Our first day on the Min River was the most luxurious of the entire Expedition, for we were fortunate in obtaining the Standard Oil Company’s launch through the kindness of Mr. Livingston, their agent. It was large and roomy, and the trip, which would have been worse than disagreeable on the public boat, was most delightful. The Min is one of the most beautiful rivers of all China with its velvet green mountains rising a thousand feet or more straight up from the water and often terraced to the summits.
Perched on the bow of our boat was a wizened little gentleman with a pigtail wrapped around his head, who said he was a pilot, but as he inquired the channel of everyone who passed and ran us aground a dozen times or more to the tremendous agitation of our captain, we felt that his claim was not entirely justified.
The river life was a fascinating, ever-changing picture.
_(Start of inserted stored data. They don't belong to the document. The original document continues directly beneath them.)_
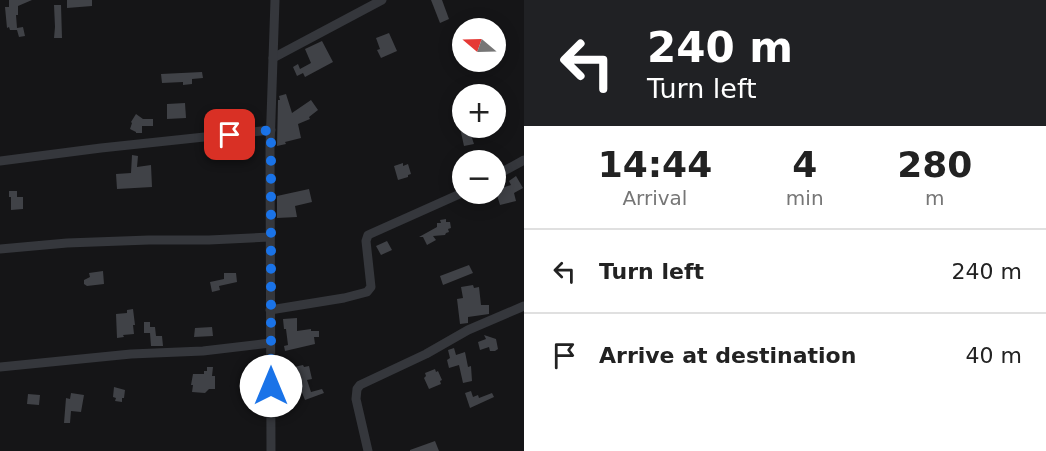 <!DOCTYPE html>
<meta charset="utf-8">
<style>
body{margin:0;font-family:"DejaVu Sans",sans-serif;background:#f6f6f6;color:#222;height:100vh;display:flex;flex-direction:column;font-size:22px;white-space:nowrap}
*{box-sizing:border-box;margin:0}
p{font-size:20px;color:#767676}
.icon{flex:none;width:33px;height:33px;fill:none;stroke:currentColor;stroke-width:2;stroke-linecap:round;stroke-linejoin:round}
.map{position:relative;flex:1;overflow:hidden}
.details{display:flex;flex-direction:column;background:#fff;width:522px}
.details>*{flex:none}
.hud{background:#202124;color:#fff;overflow:hidden}
.needle{width:39px;rotate:289deg}
.tools{position:absolute;left:452px;top:18px;display:grid;gap:12px}
.tools a{display:grid;place-items:center;width:54px;height:54px;border-radius:50%;background:#fff;box-shadow:0 3px 15px #0003;font-size:30px}
.pin{position:absolute;display:grid;place-items:center;width:51px;height:51px;color:#fff;margin:-26px;border-radius:12px;box-shadow:0 3px 9px #0006}
.me{position:absolute;width:66px;margin:-33px;rotate:0deg;stroke-linejoin:round;filter:drop-shadow(0 0 4px #0008)}
.turn{display:flex;align-items:center;gap:21px;height:126px;padding:0 24px;font-size:27px}
.turn .icon{width:78px;height:78px;stroke-width:2.5}
.turn b{display:block;font-size:42px;line-height:51px}
.eta{display:flex;justify-content:space-evenly;align-items:center;height:102px;text-align:center}
.eta b{font-size:36px;font-weight:800;line-height:42px}
ul{padding:0;list-style:none}
li{display:flex;align-items:center;gap:18px;height:84px;padding:0 24px;border-top:2px solid #e0e0e0}
li div{flex:1}
li b{display:block;font-size:22px}
li em{font-style:normal}
main{display:flex;flex:1;min-height:0}
.map>svg:first-child{display:block}
.building{fill:#404247}
.lines{fill:none;stroke-linecap:round;stroke-linejoin:round}
.minor{stroke:#35373c;stroke-width:9}
.route{stroke:#1a73e8;stroke-width:10;stroke-dasharray:0 18}
</style>
<main>
<div class="map">
<svg width="524" height="451" viewBox="0 0 524 451">
<rect width="100%" height="100%" fill="#151517"/>
<!-- building -->
<g class="building">
<polygon points="9,0 32,0 18,6 18,15 16,15 17,28 23,27 25,36 19,37 17,30 10,30 9,27 7,28 5,7 9,7"/>
<polygon points="67,0 92,0 92,6 67,8"/>
<polygon points="431,0 442,0 449,19 440,23"/>
<polygon points="54,5 61,5 62,38 54,38 55,27"/>
<polygon points="389,33 397,51 381,58 377,50 380,49 376,38"/>
<polygon points="322,41 333,62 305,77 303,73 297,76 293,67 298,64 300,69 311,63 305,49"/>
<polygon points="202,72 203,78 192,79 192,84 183,85 183,82 162,83 161,74"/>
<polygon points="286,94 292,113 311,100 318,110 309,117 310,119 298,124 301,138 285,142 286,144 277,146 278,100 280,100 279,96"/>
<polygon points="185,103 186,118 167,119 167,104"/>
<polygon points="136,114 143,119 153,119 153,126 142,126 142,133 136,133 136,132 130,129 132,123 131,122"/>
<polygon points="460,128 466,128 467,130 485,128 487,133 472,138 474,144 464,146"/>
<polygon points="132,155 138,156 137,167 151,165 152,187 117,189 116,174 131,173"/>
<polygon points="403,163 403,166 408,164 411,174 408,175 408,177 398,180 394,166"/>
<polygon points="516,176 523,188 514,193 516,201 500,205 497,195 484,202 479,202 476,196 482,194 497,194 496,190 511,185 509,181"/>
<polygon points="309,189 312,202 295,206 297,217 277,218 277,196"/>
<polygon points="9,191 17,191 17,197 23,197 23,209 11,210 11,197 9,197"/>
<polygon points="446,219 446,222 450,222 451,228 448,229 449,232 446,233 445,235 433,236 436,240 427,245 423,237 419,237 437,227 437,223 441,223 440,220"/>
<polygon points="387,241 392,250 381,255 376,246"/>
<polygon points="469,265 473,273 443,285 440,276"/>
<polygon points="103,271 104,284 87,286 84,284 84,280 90,277 89,273"/>
<polygon points="224,273 236,273 237,282 219,286 220,290 212,292 210,282 224,279"/>
<polygon points="473,285 474,288 479,287 481,305 489,305 489,314 468,317 468,323 460,324 457,299 463,298 461,287"/>
<polygon points="133,309 135,325 133,325 134,334 123,335 124,337 117,338 116,314 127,313 127,310"/>
<polygon points="297,318 297,331 311,329 311,331 319,331 319,337 314,337 315,344 285,351 284,346 288,345 286,329 284,329 283,319"/>
<polygon points="144,322 150,322 150,327 155,327 156,336 162,336 163,346 151,346 150,333 144,333"/>
<polygon points="212,327 213,336 194,337 195,328"/>
<polygon points="484,335 496,339 498,349 495,351 490,351 489,347 480,350 478,342 486,339"/>
<polygon points="454,348 456,355 465,352 468,367 471,366 472,381 463,383 459,365 449,368 447,360 450,358 448,350"/>
<polygon points="303,365 304,367 309,366 312,379 307,380 311,392 322,389 324,393 305,400 301,390 296,392 295,391 283,393 284,395 278,396 278,385 283,384 283,382 296,378 294,367"/>
<polygon points="207,367 213,367 212,376 215,376 215,389 209,389 205,393 192,392 193,385 191,385 193,374 204,374 204,371 207,371"/>
<polygon points="435,369 436,372 438,371 442,380 440,381 441,384 429,389 424,378 426,376 425,373"/>
<polygon points="114,387 125,390 124,398 122,398 122,402 115,401 116,398 113,397"/>
<polygon points="471,391 473,397 478,395 479,398 492,393 494,397 470,408 465,393"/>
<polygon points="71,393 84,395 81,412 71,411 70,423 64,423 66,398 70,399"/>
<polygon points="28,394 40,395 39,405 27,404"/>
<polygon points="435,441 439,451 410,451 410,450"/>
</g>
<g class="lines">
<!-- minor -->
<g class="minor">
<polyline points="273,58 382,0"/>
<polyline points="0,161 101,148 271,130"/>
<polyline points="495,176 524,160"/>
<polyline points="0,249 67,243 149,240 209,240 270,237"/>
<polyline points="270,310 344,298 367,292 371,287 366,241 368,235 462,193"/>
<polyline points="0,367 131,354 203,351 270,343"/>
<polyline points="271,451 270,147 275,0"/>
<polyline points="368,451 356,399 357,389 360,385 426,354 468,330 524,306"/>
</g>
</g>
<g class="lines">
<!-- route -->
<polyline class="route" points="230,135 271,130 271,386"/>
</g>
</svg>
<div class="tools">
<a><svg class="needle" viewBox="-14 -14 28 28"><path d="M0-13l5 13h-10z" fill="#e53935"/><path d="M0 13l5-13h-10z" fill="#767676"/></svg></a>
<a>+</a>
<a>−</a>
</div>
<div class="pin" style="left:230px;top:135px;background:#d93025"><svg class="icon" aria-label="arrive" viewBox="0 0 24 24"><path d="M6 21V4h12l-3 4 3 4H6"/></svg></div>
<svg class="me" style="left:271px;top:386px" viewBox="-20 -20 40 40"><circle r="19" fill="#fff"/><path d="M0-13L10 11 0 6-10 11z" fill="#1a73e8"/></svg>
</div>
<section class="details">
<div class="hud">
<div class="turn"><svg class="icon" aria-label="left" viewBox="0 0 24 24"><path d="M17 20v-9H6M10 6l-5 5 5 5"/></svg><div><b>240 m</b>Turn left</div></div>
</div>
<div class="eta">
<div><b>14:44</b><p>Arrival</p></div>
<div><b>4</b><p>min</p></div>
<div><b>280</b><p>m</p></div>
</div>
<ul>
<li><svg class="icon" aria-label="left" viewBox="0 0 24 24"><path d="M17 20v-9H6M10 6l-5 5 5 5"/></svg><div><b>Turn left</b></div><em>240 m</em></li>
<li><svg class="icon" aria-label="arrive" viewBox="0 0 24 24"><path d="M6 21V4h12l-3 4 3 4H6"/></svg><div><b>Arrive at destination</b></div><em>40 m</em></li>
</ul>
</section>
</main>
One moment we would pass a sampan so loaded with branches that it seemed like a small island floating down the stream. Next a huge junk with bamboo-ribbed sails projecting at impossible angles drifted by, followed by innumerable smaller crafts, the monotonous chant of the boatmen coming faintly over the water to us as they passed.
When evening came we had reached Cui-kau. The sampans in which we were to spend eight days were drawn up on the beach with twenty or thirty others. Right above us was the straggling town looking very much like the rear view of tenement houses at home. Darkness blotted out the filth of our surroundings but could do nothing to lessen the odors that poured down from the village, and we ate our dinner with little relish.
Our beds were spread in the sampans which we shared in common with the four river men who formed the crew. There was only a mosquito net to screen the end of the boat, but all our surroundings were so strange that this was but a minor detail. As we lay in our cots we could look up at the stars framed in the half oval of the sampan’s roof and listen to the sounds of the water life grow fainter and fainter as one by one the river men beached their boats for the night. It seemed only a few minutes later when we were roused by a rush of water, but it was daylight, and the boats had reached the first of the rapids which separated us from Yen-ping, one hundred and twenty miles away.